Entries taken from a collection
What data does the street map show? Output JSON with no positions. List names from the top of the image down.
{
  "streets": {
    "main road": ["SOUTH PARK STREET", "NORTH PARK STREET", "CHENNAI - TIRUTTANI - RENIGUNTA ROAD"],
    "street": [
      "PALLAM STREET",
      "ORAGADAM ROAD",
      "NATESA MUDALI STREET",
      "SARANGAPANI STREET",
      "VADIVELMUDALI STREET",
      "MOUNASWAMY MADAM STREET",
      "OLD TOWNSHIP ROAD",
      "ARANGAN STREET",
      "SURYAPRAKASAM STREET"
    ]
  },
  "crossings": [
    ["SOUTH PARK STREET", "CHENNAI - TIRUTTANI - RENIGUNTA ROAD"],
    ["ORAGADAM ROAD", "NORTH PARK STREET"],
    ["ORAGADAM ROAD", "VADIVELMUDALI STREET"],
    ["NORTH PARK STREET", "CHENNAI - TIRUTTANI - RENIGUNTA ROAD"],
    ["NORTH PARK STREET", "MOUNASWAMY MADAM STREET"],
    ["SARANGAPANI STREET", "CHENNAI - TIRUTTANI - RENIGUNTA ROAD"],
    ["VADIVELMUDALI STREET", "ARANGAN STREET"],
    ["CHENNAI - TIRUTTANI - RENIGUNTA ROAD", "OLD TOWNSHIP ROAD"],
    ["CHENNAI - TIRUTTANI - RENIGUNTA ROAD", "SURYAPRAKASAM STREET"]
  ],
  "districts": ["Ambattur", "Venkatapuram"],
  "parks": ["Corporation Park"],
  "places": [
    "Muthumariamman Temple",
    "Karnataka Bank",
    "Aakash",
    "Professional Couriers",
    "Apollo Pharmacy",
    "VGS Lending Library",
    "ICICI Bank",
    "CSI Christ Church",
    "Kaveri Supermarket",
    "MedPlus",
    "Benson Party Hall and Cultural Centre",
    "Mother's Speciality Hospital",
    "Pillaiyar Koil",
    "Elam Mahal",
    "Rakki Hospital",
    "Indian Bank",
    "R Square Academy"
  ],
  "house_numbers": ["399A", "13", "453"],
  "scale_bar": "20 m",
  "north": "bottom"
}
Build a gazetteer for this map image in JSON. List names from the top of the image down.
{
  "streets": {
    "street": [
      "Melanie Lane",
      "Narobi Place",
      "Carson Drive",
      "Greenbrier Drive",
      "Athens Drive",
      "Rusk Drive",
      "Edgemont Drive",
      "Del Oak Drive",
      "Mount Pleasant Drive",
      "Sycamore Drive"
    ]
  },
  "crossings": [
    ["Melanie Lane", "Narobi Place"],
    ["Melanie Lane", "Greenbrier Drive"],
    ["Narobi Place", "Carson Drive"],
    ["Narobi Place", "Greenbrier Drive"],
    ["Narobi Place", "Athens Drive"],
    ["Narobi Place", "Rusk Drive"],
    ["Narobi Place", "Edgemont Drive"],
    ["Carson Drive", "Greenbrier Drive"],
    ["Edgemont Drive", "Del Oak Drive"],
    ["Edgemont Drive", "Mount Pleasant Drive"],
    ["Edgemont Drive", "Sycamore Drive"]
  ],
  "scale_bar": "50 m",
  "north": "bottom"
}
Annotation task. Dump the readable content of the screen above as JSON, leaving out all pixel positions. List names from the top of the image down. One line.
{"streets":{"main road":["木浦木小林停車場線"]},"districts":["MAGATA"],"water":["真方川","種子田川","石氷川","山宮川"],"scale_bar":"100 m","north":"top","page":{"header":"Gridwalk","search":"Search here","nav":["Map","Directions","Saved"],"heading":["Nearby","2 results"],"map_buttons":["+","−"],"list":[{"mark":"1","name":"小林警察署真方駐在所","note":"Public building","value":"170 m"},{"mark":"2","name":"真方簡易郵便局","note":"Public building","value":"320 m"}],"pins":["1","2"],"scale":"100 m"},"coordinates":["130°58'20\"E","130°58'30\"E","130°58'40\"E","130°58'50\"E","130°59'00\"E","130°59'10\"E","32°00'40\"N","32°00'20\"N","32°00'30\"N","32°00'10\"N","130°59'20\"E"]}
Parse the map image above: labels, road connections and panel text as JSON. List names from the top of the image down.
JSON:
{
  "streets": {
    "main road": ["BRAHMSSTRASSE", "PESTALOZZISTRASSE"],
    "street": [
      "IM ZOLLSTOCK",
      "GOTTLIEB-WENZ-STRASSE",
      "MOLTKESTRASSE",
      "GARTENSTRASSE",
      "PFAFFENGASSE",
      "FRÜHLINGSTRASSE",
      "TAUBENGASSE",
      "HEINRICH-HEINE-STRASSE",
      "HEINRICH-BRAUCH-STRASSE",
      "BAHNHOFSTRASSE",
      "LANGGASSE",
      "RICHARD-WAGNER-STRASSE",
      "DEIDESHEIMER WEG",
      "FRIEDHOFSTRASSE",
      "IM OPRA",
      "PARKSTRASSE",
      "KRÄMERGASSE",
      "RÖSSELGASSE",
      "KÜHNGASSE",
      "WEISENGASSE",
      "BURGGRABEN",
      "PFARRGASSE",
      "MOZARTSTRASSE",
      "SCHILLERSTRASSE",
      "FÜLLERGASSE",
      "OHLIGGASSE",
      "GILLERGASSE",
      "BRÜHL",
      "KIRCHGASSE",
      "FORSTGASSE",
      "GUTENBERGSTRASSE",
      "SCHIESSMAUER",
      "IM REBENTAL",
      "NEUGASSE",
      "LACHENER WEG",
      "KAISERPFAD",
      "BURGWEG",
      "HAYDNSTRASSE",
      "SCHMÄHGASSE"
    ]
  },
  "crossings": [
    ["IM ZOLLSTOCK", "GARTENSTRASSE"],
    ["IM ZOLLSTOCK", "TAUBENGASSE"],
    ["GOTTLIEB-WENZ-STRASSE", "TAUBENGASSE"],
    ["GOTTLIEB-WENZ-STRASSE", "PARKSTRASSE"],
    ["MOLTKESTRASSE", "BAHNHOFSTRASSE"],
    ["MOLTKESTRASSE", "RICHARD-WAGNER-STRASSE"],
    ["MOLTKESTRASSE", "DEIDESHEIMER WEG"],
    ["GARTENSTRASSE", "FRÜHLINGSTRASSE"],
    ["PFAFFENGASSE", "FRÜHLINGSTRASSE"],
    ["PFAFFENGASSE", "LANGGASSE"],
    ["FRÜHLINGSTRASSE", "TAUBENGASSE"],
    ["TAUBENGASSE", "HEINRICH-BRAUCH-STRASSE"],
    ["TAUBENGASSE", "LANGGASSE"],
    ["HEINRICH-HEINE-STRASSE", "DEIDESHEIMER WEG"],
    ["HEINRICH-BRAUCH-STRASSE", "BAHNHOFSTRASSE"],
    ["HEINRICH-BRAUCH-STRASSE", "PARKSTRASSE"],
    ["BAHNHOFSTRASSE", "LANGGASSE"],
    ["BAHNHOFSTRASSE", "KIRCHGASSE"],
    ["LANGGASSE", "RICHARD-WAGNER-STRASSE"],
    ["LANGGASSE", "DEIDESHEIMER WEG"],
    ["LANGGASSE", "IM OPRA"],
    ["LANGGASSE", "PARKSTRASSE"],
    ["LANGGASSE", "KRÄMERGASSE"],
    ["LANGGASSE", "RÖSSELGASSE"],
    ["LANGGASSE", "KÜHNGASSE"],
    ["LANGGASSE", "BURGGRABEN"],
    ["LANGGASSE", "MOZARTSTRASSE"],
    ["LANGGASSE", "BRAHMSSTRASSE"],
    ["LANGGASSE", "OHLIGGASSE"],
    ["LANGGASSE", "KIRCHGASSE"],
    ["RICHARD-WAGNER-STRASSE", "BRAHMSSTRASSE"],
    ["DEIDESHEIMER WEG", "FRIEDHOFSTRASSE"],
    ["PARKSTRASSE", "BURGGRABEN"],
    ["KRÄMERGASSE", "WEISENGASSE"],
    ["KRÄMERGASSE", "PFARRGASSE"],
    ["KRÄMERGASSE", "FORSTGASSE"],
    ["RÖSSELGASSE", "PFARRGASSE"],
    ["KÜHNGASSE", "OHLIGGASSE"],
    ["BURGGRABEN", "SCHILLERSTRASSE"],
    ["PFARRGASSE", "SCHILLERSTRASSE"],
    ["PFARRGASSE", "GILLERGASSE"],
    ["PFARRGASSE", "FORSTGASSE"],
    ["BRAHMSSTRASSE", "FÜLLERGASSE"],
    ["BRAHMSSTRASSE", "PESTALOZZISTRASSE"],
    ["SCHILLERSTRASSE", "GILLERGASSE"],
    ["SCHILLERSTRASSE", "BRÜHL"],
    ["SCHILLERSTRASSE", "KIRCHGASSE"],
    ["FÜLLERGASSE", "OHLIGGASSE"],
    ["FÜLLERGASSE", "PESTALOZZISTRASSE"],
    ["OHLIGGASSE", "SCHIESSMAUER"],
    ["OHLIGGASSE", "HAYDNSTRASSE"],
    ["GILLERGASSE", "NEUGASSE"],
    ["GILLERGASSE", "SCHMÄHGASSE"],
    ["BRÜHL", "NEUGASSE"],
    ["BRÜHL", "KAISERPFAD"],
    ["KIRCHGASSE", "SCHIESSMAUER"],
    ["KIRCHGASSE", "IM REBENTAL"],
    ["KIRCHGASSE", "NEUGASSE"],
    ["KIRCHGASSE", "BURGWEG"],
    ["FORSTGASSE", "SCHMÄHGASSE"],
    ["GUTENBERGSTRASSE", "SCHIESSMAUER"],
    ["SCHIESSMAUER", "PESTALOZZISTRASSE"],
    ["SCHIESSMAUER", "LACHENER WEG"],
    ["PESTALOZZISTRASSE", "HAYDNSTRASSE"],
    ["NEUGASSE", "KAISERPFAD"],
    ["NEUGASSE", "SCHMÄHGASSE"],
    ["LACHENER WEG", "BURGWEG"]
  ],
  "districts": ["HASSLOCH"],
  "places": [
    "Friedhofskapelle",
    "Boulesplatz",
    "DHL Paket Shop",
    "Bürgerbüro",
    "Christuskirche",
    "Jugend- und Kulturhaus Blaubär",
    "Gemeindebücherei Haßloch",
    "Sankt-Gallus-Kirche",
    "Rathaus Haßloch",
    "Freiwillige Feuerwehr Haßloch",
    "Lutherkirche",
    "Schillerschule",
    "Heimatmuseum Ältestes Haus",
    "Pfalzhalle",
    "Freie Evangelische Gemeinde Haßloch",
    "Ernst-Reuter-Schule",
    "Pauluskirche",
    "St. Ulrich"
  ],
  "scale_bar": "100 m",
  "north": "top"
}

EXERCISE OBJECTIVE:
Determine the number of lines in the data that contain "TIRUTTANI" as a word or string, and state only that number.

RESULT FOR THIS EXERCISE:
6